INSTRUCTIONS TO FOLLOW — Copy each line below that has "image".

DATASET ENTRIES —

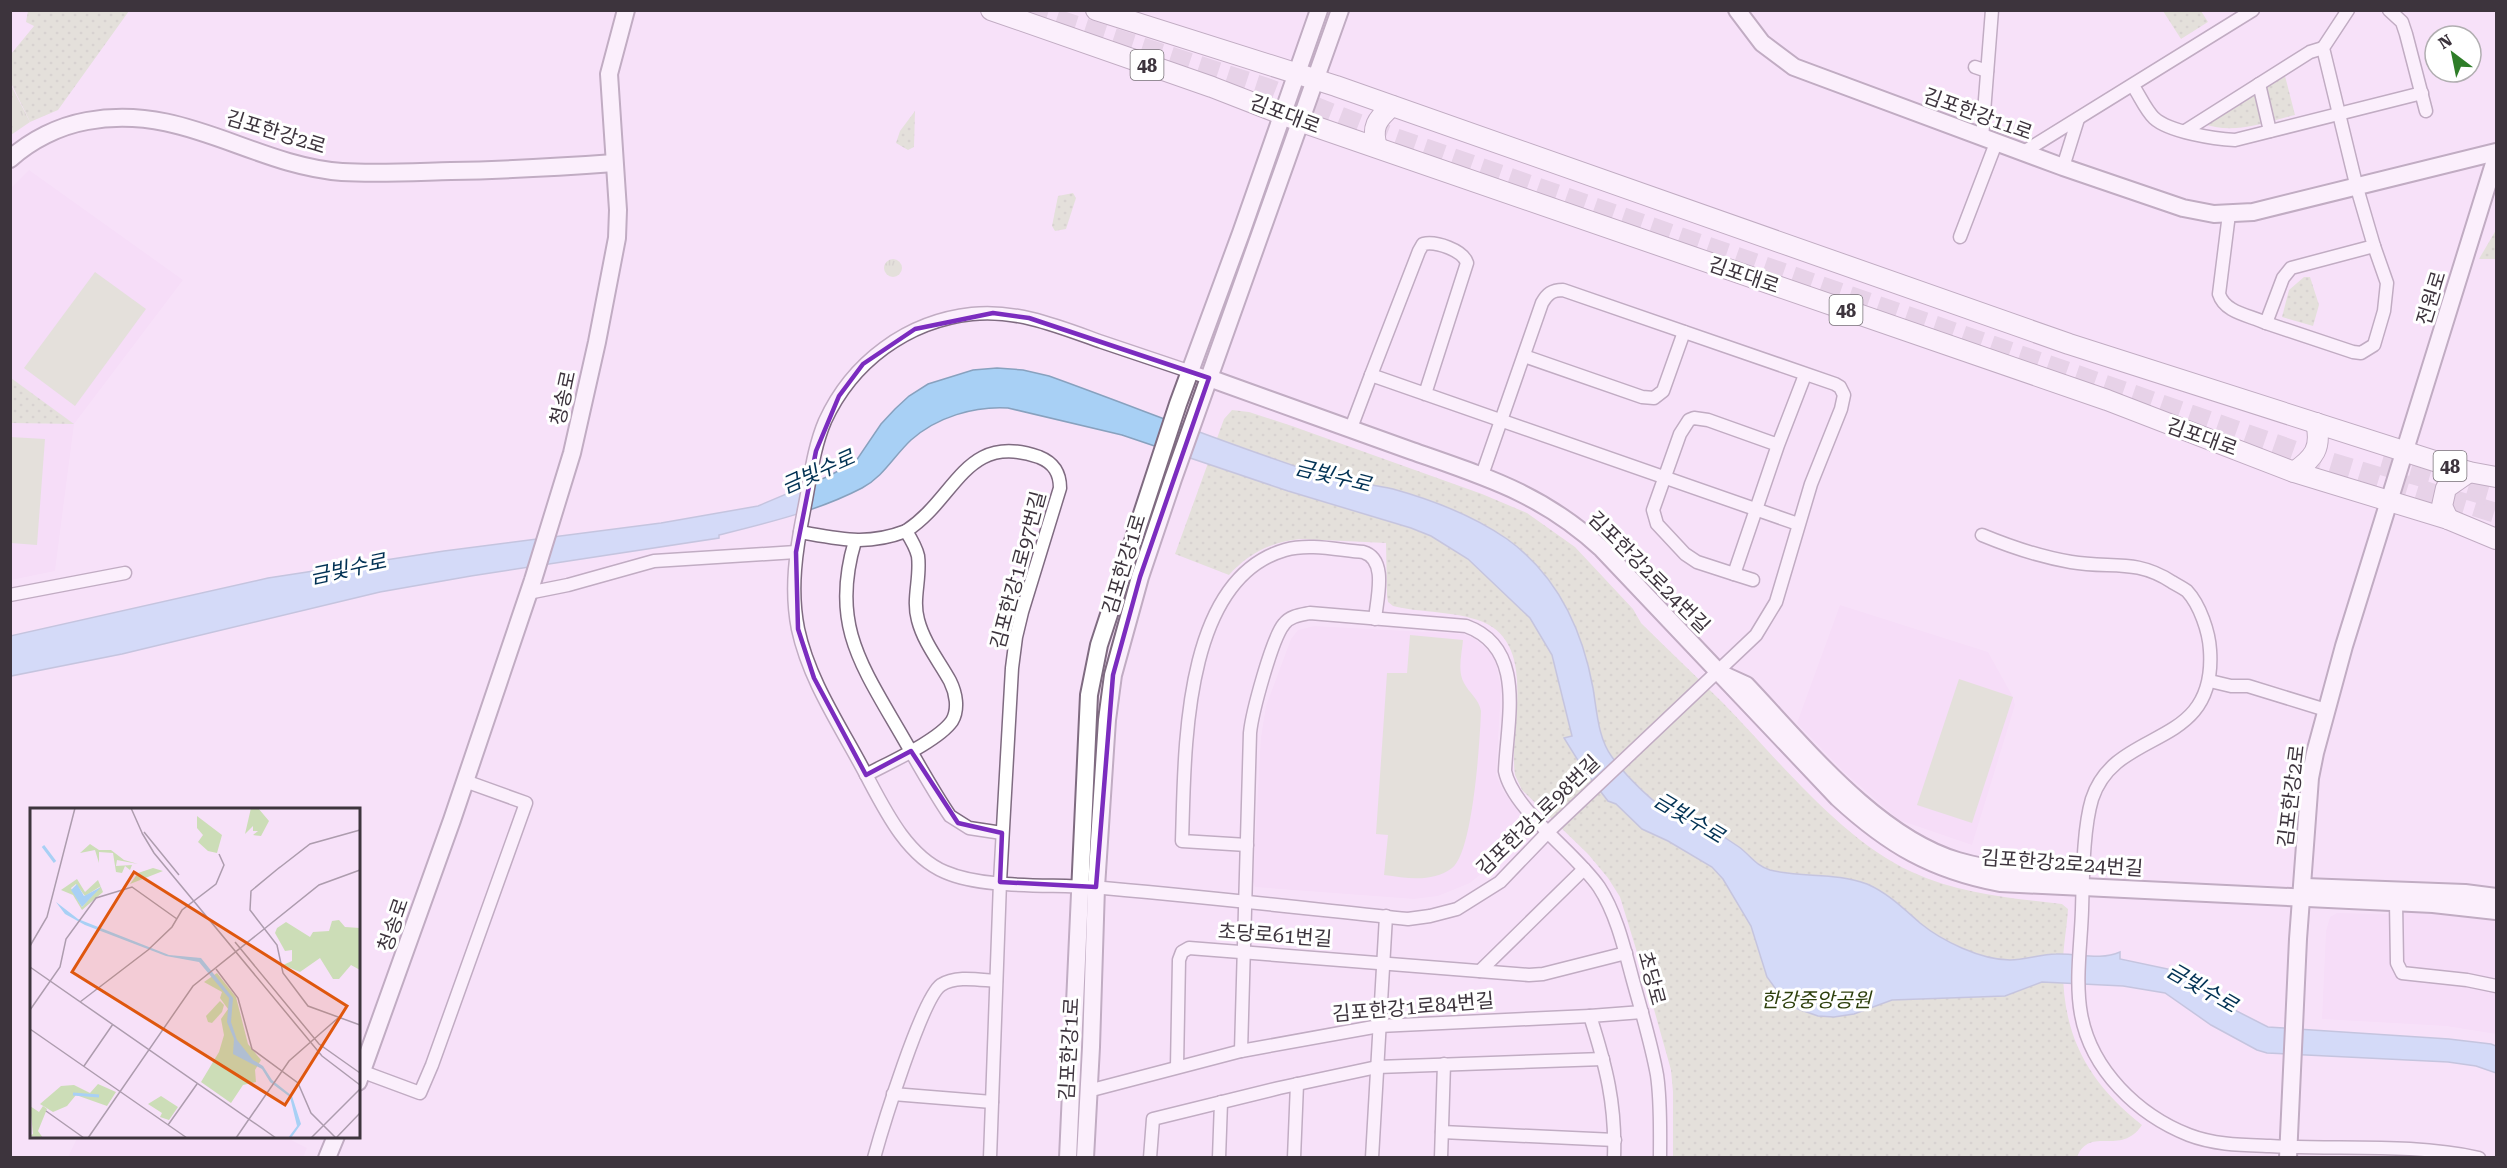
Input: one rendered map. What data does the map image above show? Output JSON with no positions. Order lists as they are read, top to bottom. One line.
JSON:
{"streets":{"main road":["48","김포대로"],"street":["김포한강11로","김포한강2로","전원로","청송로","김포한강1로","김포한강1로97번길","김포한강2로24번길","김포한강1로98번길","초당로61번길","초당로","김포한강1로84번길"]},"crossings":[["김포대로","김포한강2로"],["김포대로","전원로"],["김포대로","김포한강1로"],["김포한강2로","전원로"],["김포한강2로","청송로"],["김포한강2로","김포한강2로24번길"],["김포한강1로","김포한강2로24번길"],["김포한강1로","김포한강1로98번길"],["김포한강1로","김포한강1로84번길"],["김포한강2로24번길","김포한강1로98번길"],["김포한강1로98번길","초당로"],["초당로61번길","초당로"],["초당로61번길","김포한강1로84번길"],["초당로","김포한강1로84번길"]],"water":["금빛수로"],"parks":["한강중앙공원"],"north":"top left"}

--

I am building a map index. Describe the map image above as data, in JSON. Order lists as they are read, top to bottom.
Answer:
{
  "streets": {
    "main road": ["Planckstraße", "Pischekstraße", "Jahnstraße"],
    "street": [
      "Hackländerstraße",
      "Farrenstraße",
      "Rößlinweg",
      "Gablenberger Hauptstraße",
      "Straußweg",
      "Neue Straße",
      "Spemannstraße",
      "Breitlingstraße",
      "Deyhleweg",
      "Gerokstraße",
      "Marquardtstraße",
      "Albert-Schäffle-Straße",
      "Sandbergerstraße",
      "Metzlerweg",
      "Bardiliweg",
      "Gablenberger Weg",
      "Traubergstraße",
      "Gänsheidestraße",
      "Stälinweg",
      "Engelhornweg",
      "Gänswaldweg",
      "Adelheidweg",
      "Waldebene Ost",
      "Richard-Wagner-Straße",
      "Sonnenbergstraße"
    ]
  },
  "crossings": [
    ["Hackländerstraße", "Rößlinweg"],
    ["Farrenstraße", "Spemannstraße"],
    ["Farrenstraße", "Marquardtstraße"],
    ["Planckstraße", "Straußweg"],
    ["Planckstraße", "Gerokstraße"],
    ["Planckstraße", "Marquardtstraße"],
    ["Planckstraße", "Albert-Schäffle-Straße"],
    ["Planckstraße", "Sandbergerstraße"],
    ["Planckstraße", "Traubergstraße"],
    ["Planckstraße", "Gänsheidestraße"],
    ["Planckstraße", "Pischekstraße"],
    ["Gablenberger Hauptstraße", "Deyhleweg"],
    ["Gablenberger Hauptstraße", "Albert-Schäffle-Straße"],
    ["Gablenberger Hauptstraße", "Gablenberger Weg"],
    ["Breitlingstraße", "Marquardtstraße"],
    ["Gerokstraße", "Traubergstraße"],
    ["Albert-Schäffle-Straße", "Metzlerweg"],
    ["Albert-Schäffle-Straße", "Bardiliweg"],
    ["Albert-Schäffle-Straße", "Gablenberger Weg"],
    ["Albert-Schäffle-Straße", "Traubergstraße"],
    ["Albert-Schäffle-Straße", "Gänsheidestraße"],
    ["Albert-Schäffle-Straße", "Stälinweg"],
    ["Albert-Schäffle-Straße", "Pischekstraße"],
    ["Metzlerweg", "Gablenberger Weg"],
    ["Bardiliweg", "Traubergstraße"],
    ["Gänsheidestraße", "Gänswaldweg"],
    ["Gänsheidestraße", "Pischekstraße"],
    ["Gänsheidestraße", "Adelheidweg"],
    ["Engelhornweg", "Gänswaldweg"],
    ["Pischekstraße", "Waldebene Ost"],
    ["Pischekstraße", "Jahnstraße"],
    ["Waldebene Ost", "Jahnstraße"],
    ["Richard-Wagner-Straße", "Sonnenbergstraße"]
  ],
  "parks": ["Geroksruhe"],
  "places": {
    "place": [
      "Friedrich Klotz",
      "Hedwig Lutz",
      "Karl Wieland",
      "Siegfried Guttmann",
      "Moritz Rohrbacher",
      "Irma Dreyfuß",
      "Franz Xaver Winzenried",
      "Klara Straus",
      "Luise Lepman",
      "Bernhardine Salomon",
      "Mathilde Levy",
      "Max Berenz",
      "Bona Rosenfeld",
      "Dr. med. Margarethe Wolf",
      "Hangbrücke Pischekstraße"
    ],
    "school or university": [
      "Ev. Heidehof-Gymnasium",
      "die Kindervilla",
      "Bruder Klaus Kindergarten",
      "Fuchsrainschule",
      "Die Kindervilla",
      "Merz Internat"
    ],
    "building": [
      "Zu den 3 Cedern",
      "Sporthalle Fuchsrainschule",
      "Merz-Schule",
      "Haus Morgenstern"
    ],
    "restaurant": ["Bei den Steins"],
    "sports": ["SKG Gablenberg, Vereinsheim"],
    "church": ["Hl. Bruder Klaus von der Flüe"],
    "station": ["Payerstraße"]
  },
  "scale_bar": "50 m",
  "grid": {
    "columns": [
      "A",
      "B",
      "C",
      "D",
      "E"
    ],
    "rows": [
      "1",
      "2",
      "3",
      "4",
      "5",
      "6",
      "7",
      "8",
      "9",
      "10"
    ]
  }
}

YOUR SOLUTION —
Input: one rendered map. What data does the map image above show? Output JSON with no positions. Order lists as they are read, top to bottom. One line.
I am building a map index. Describe the map image above as data, in JSON. Order lists as they are read, top to bottom.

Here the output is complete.